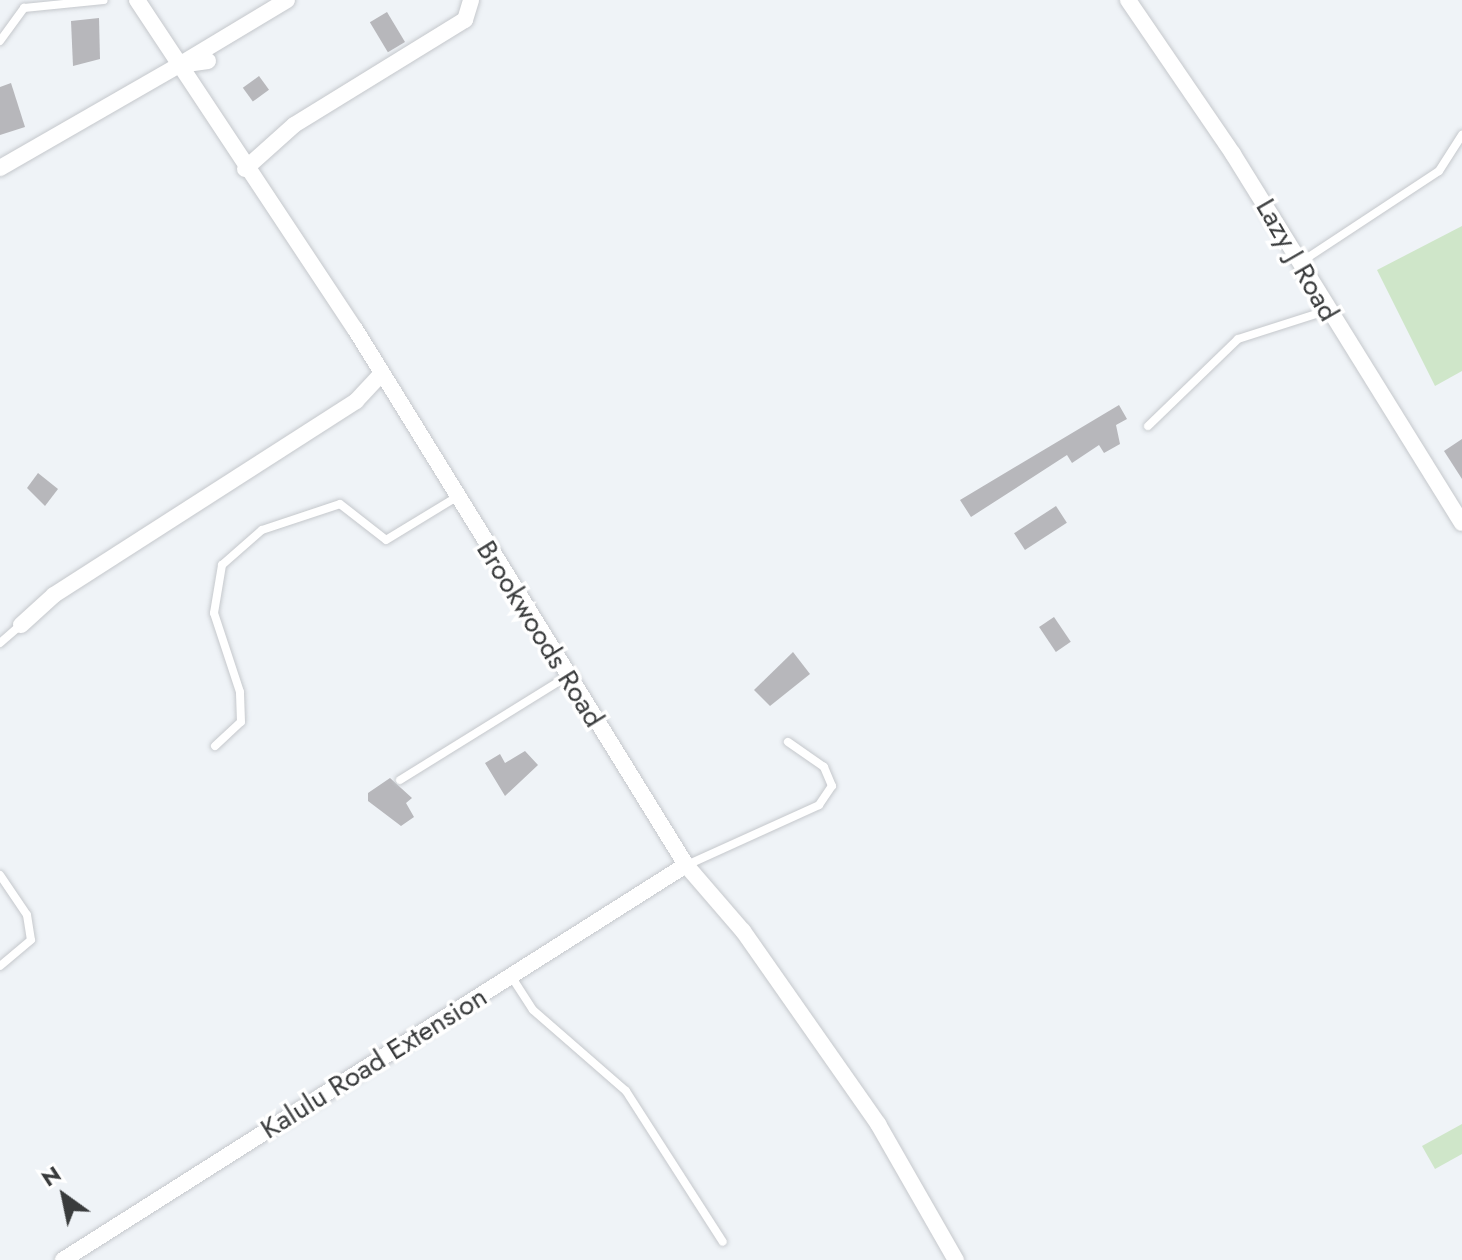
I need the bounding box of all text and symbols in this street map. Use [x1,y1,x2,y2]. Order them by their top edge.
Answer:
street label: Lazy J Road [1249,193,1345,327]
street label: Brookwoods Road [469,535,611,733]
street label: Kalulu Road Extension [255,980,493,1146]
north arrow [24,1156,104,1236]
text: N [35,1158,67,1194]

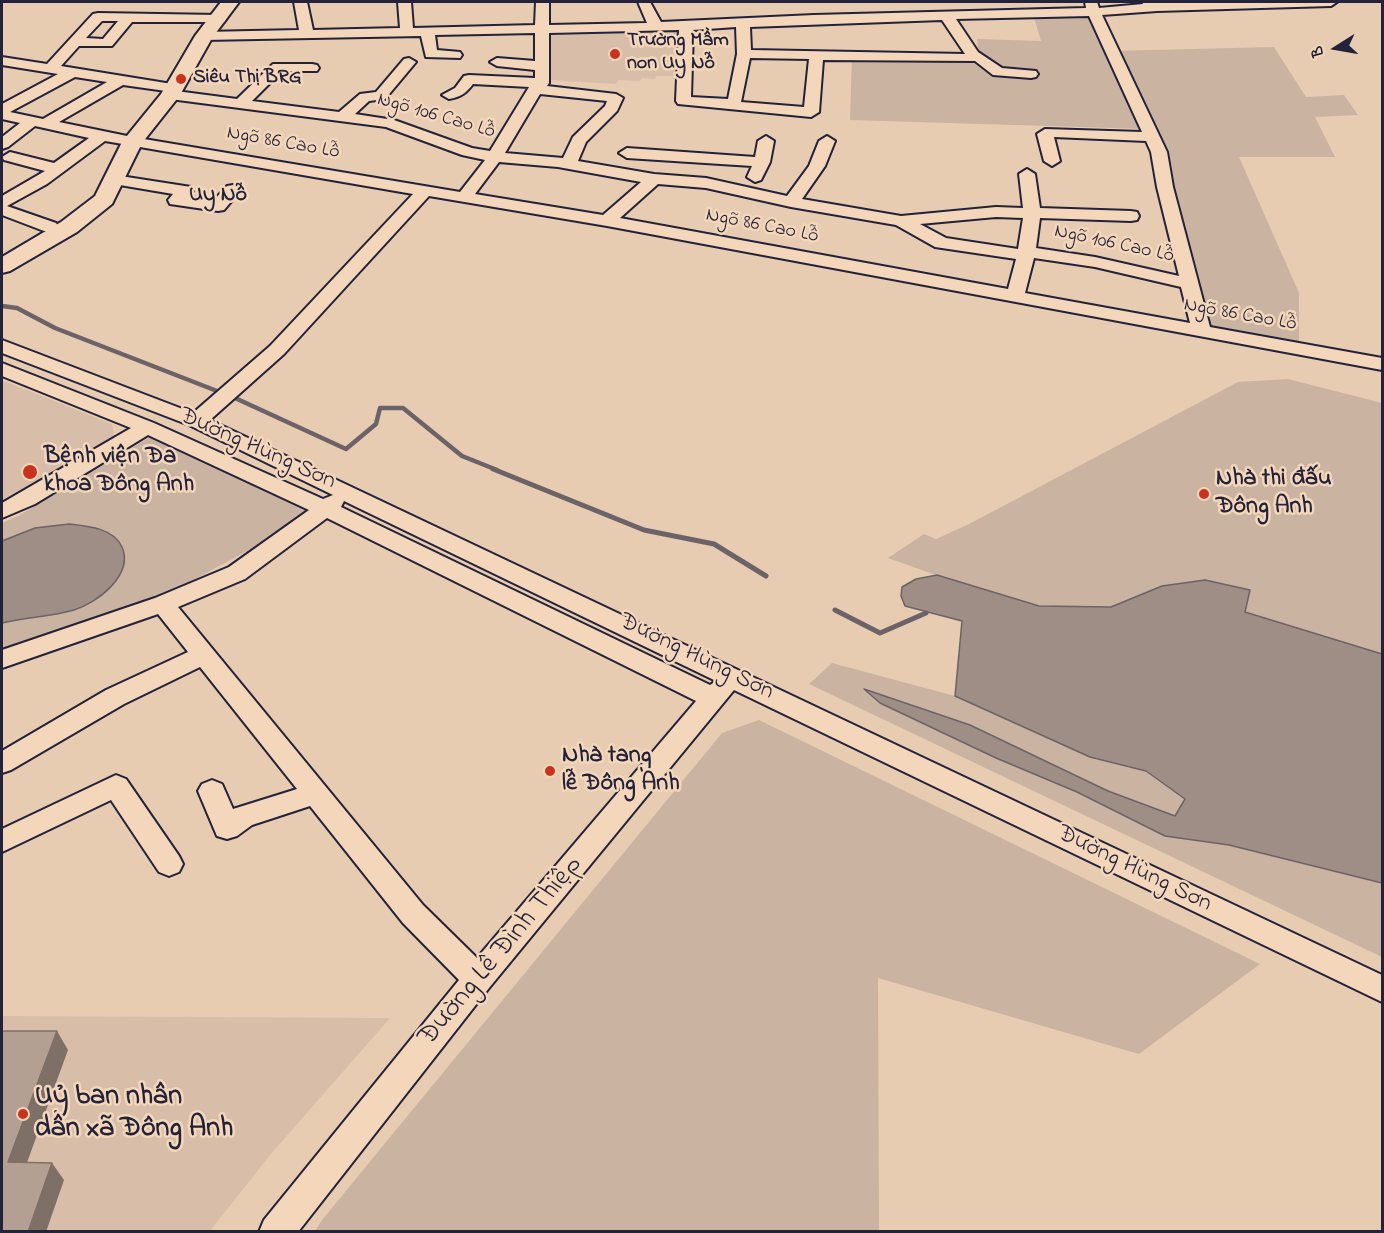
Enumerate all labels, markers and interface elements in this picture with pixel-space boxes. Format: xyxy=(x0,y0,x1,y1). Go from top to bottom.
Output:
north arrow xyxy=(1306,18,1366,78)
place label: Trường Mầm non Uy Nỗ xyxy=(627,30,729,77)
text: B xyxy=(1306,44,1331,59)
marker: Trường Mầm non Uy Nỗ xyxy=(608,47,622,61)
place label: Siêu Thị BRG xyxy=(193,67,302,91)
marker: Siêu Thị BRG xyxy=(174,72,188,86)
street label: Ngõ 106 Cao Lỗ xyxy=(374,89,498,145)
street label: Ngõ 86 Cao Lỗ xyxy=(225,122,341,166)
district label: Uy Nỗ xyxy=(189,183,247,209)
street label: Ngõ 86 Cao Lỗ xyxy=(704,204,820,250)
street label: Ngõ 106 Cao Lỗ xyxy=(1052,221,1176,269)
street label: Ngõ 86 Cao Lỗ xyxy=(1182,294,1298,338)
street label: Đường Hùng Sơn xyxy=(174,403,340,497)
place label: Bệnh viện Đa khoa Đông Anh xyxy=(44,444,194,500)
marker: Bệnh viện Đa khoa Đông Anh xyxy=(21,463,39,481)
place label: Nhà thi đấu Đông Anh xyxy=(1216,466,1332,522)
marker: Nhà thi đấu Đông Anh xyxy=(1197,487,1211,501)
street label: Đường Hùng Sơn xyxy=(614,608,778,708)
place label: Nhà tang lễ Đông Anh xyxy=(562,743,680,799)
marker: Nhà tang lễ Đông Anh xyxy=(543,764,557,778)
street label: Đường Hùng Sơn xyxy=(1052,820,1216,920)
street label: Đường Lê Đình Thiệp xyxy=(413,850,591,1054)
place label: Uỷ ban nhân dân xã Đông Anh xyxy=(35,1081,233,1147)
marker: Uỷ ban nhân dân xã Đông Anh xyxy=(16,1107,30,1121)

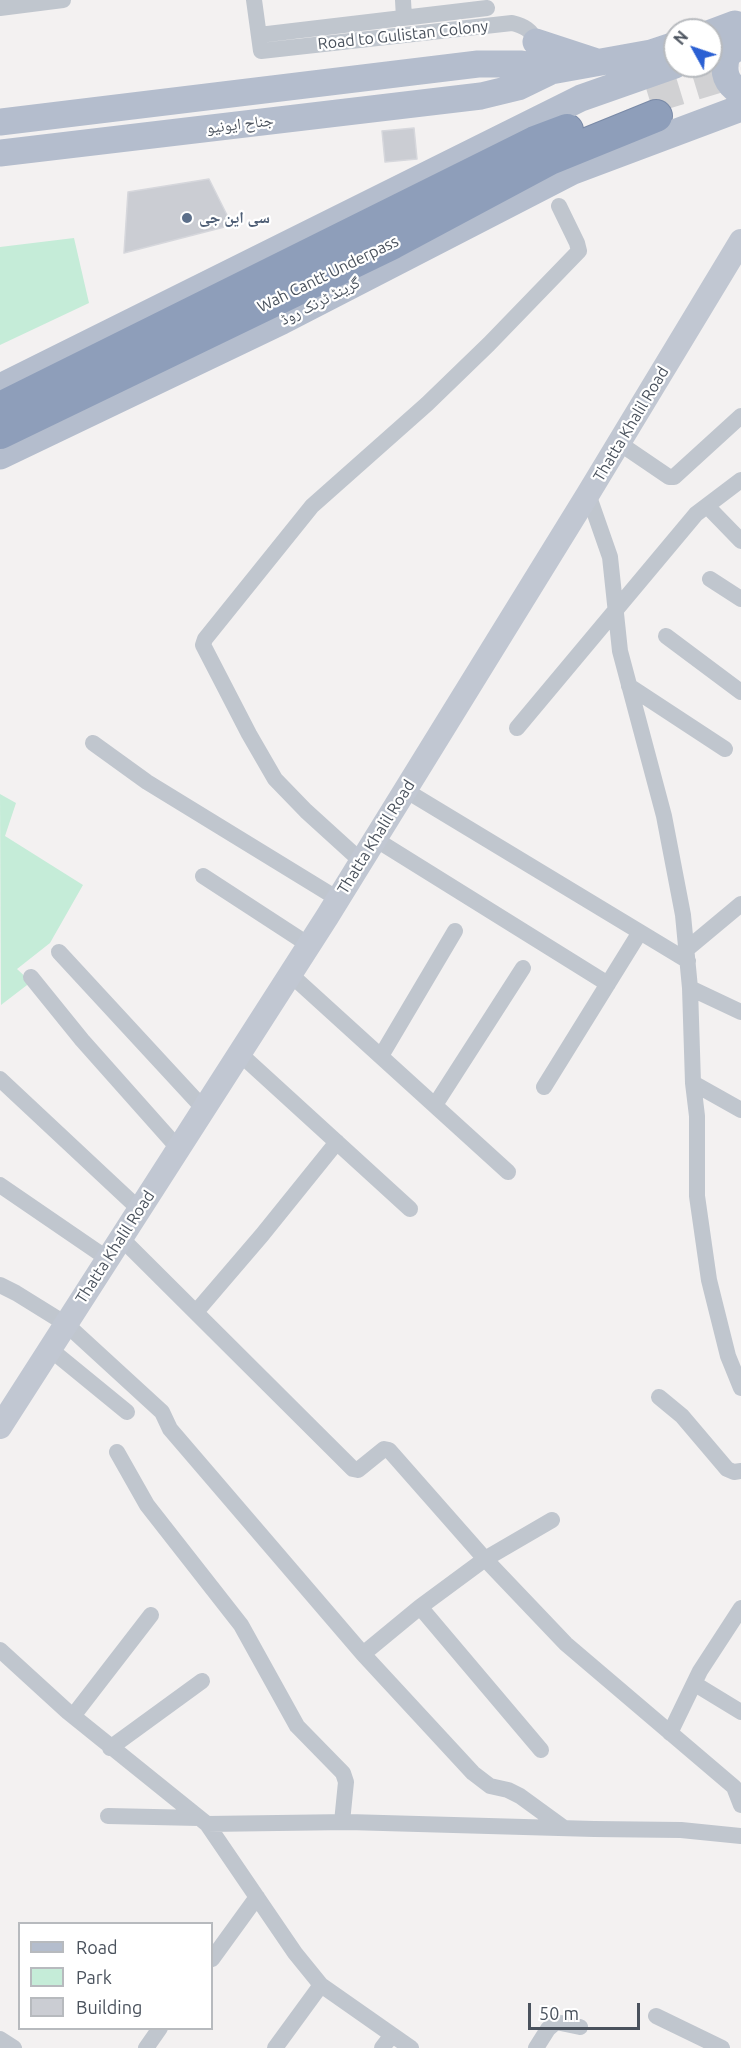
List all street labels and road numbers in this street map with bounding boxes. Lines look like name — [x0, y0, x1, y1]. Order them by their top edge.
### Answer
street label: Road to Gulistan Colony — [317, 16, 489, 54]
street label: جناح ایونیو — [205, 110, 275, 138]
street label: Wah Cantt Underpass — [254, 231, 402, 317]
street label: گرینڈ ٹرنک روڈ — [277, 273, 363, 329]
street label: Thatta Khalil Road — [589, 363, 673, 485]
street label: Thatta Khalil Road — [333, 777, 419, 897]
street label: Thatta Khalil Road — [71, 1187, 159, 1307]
+-------+
● **Problem requirements**:
Report all lines in the records that include the string "Order".

● **Exercise solution**:
I need the bounding box of all text and symbols in this street map. Use [x1,y1,x2,y2]. Order them by their top edge.
List all street labels and road numbers in this street map with bounding boxes. Lines look like name — [x0, y0, x1, y1]. Order them by their top edge.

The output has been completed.